Copy out each line of the data holding "Abaetê".

[Stored data]
───
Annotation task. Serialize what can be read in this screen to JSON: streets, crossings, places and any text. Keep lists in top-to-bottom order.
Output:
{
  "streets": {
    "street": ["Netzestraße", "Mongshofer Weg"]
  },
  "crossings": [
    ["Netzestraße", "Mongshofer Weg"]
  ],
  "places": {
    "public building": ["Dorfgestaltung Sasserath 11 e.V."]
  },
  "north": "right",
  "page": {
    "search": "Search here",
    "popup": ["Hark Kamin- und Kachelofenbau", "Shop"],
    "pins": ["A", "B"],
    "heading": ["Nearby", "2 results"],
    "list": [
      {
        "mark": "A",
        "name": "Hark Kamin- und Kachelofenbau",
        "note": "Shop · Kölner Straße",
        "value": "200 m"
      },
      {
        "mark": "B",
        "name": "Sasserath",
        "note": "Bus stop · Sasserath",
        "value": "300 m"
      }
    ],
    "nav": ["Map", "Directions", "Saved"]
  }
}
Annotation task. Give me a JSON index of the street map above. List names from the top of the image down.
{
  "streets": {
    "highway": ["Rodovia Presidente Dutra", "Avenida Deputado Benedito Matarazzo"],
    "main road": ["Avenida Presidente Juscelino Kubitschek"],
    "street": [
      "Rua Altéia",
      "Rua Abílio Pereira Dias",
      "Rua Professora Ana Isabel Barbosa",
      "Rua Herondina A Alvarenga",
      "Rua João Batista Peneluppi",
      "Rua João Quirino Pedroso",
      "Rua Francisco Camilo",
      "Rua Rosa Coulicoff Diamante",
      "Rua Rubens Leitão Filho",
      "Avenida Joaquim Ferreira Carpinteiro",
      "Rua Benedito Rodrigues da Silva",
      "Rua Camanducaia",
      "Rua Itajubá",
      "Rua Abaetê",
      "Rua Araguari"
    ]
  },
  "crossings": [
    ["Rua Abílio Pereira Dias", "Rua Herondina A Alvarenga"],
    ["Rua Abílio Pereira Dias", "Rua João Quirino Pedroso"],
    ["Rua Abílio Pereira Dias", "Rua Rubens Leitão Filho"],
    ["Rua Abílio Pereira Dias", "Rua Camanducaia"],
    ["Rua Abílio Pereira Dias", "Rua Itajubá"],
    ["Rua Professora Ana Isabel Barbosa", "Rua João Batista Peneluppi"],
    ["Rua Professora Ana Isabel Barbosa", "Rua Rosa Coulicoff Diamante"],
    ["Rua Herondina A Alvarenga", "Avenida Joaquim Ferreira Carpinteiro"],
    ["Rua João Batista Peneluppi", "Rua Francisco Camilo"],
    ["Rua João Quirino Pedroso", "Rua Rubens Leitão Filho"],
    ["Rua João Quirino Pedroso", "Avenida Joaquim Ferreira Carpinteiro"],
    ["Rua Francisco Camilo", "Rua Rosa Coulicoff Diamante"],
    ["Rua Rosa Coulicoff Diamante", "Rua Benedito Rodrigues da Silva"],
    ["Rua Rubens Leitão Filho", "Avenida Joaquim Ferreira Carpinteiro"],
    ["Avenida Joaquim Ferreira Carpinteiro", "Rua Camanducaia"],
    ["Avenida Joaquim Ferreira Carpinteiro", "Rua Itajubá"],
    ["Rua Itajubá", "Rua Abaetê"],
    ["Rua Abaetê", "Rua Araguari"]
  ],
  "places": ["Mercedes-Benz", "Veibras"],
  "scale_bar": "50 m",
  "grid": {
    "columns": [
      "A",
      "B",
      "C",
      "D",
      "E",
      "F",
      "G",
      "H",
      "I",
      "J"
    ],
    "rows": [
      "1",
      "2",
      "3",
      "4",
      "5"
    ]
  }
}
───
● Answer below
      "Rua Abaetê",
    ["Rua Itajubá", "Rua Abaetê"],
    ["Rua Abaetê", "Rua Araguari"]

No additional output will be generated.